Sehr geehrter Herr Ellerbrock,

als FDP Wähler frage ich sie warum will die FDP jetzt die Steuern senken bei diesem hohen Staat-Defizit ?
Antwort von Holger Ellerbrock
bisher keineEmpfehlungen
29.11.2011
Holger Ellerbrock
Sehr geehrter Herr ,

vielen Dank für Ihre Frage vom 06.09.2011. Ich bitte zu entschuldigen, dass die Antwort erst jetzt erfolgt – da ist mir leider etwas in "die falsche Ablage" gerutscht.

Sie fragten, wieso die FDP bei dem derzeitigen hohen Staatsdefizit Steuern senken möchte. Im Koalitionsvertrag zwischen CDU/CSU und FDP ist niedergelegt, dass die Steuern gesenkt werden sollen, um die Motivation und Leistungsbereitschaft der Arbeitnehmer und Arbeitgeber in unserem Land schnell und deutlich zu stärken, damit sich reguläre, sozialversicherungspflichtige Arbeit in allen Bereichen lohnt.

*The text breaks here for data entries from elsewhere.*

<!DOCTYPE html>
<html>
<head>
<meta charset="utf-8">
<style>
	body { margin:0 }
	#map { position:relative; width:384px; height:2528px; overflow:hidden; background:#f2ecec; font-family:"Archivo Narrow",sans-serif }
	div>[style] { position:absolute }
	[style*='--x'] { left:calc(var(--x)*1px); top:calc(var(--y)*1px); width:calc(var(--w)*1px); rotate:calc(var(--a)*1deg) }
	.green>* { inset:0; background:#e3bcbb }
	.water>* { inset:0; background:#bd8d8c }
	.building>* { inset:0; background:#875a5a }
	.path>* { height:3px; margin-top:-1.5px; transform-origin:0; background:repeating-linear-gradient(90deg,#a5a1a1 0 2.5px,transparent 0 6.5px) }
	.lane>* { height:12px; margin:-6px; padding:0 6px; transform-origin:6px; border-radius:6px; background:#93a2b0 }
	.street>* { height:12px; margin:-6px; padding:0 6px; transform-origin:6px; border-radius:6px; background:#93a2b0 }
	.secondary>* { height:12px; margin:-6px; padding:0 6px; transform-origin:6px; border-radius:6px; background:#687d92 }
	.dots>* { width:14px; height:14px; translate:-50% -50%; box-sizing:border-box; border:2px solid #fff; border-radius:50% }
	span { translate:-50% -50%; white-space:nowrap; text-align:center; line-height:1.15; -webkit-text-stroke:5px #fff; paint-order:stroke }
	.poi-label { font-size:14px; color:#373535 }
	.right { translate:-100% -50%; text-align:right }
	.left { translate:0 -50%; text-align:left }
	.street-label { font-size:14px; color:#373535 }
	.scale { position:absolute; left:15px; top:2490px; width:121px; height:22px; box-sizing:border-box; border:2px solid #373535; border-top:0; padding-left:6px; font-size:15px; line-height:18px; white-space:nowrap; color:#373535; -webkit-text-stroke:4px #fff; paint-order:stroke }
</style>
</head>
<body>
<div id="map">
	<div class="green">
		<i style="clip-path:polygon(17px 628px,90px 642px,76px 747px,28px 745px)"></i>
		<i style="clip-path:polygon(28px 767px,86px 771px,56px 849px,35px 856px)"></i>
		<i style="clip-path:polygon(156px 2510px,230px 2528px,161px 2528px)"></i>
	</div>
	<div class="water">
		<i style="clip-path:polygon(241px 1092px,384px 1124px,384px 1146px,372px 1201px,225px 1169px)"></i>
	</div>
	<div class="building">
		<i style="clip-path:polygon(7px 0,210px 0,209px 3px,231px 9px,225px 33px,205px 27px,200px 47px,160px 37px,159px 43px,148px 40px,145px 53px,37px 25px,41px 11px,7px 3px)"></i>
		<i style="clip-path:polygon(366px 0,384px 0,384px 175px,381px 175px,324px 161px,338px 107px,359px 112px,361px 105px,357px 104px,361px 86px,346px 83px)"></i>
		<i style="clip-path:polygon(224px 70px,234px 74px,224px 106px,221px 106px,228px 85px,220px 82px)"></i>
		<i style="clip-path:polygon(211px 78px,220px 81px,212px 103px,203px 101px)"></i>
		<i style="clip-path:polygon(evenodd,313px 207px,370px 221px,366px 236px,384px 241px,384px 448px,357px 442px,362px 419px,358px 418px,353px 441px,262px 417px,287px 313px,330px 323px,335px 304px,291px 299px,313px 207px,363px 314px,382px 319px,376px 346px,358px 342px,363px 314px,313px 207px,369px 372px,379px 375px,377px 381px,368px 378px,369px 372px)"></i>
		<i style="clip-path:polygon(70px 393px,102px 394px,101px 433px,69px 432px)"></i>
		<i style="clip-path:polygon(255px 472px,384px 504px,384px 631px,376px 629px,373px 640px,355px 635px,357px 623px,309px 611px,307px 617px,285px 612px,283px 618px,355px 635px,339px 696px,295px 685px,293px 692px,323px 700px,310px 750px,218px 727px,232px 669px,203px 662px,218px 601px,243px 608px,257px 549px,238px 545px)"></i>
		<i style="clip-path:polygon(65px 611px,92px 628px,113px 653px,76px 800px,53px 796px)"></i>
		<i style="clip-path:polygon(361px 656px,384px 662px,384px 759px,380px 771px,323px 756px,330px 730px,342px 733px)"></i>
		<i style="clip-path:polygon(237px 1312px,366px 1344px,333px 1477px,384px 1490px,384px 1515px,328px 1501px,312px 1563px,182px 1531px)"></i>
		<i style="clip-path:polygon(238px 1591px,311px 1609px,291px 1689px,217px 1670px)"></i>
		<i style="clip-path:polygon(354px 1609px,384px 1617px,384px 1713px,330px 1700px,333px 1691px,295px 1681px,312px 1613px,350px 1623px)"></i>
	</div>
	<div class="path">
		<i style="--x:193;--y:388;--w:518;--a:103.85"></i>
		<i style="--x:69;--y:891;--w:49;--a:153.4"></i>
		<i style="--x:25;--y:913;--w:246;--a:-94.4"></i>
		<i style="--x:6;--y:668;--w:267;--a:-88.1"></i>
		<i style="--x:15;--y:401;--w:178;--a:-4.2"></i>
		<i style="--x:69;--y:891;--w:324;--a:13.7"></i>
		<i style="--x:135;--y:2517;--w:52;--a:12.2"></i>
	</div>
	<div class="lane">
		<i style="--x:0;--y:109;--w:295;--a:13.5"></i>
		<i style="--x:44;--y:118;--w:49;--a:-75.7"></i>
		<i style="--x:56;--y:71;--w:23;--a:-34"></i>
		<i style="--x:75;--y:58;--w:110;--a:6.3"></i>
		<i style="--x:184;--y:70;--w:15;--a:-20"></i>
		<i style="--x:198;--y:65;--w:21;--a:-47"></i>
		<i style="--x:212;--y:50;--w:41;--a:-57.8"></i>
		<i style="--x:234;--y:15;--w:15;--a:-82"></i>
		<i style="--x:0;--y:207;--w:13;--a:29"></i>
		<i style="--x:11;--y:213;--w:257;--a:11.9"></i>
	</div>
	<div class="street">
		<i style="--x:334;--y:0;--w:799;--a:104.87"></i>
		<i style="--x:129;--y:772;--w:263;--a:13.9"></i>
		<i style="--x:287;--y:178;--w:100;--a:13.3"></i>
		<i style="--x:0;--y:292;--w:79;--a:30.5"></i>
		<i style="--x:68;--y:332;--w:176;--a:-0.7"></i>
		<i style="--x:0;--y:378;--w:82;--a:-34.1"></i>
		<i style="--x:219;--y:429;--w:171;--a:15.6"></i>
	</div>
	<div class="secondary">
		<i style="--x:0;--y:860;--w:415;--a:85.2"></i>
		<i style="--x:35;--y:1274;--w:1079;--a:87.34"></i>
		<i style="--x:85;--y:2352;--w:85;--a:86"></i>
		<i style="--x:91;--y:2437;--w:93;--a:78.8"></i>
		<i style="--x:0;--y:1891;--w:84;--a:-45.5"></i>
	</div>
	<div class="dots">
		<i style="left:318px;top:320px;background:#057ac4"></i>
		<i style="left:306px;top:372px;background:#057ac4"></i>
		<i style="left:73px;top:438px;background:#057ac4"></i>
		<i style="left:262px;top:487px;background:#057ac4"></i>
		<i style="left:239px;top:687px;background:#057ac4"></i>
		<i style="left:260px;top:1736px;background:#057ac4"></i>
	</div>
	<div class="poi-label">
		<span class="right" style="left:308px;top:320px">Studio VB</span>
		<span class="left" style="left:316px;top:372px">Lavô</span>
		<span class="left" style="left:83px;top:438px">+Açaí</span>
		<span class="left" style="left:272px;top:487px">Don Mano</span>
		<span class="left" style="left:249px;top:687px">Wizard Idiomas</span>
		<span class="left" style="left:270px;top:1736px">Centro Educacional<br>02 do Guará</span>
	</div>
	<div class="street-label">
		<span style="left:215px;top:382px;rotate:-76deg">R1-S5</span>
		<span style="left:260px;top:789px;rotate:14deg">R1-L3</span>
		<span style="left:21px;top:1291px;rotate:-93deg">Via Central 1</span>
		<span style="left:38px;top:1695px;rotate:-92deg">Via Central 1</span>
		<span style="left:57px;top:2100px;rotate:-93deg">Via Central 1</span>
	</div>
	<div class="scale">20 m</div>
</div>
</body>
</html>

Wir wollen eine Steuerpolitik, die die Leistungsbereitschaft der Bürgerinnen und Bürger stärkt. Wir wollen eine Steuerpolitik, die für die Unternehmen in Deutschland
Rahmenbedingungen schafft, die ihr auch in Zeiten der Globalisierung ihre starke Stellung ermöglicht.

Wir verstehen Steuerpolitik als Wachstumspolitik, denn wir wissen, dass Basis aller Staatsfinanzen die Arbeit der Bürger unseres Landes und die wirtschaftlich
erfolgreichen Unternehmen sind. Mehr finanzieller Spielraum ist Voraussetzung für mehr Konsum und mehr Investitionen.

Wir müssen uns auch, aber nicht vorzugsweise um diejenigen kümmern, die Sozialtransfers erhalten, sondern verstärkt um diejenigen, die bereit sind, mit ihrer Arbeit und den daraus erzielten Steuereinnahmen solche notwendigen Sozialtransfers erst ermöglichen. Deshalb ist der Einstieg in das Abschmelzen des "Mittelstandsbauches" bei der Steuerprogression als ein erstes wichtiges Signal einer Anerkennung für die Leistungsträger unserer Gesellschaft zu verstehen.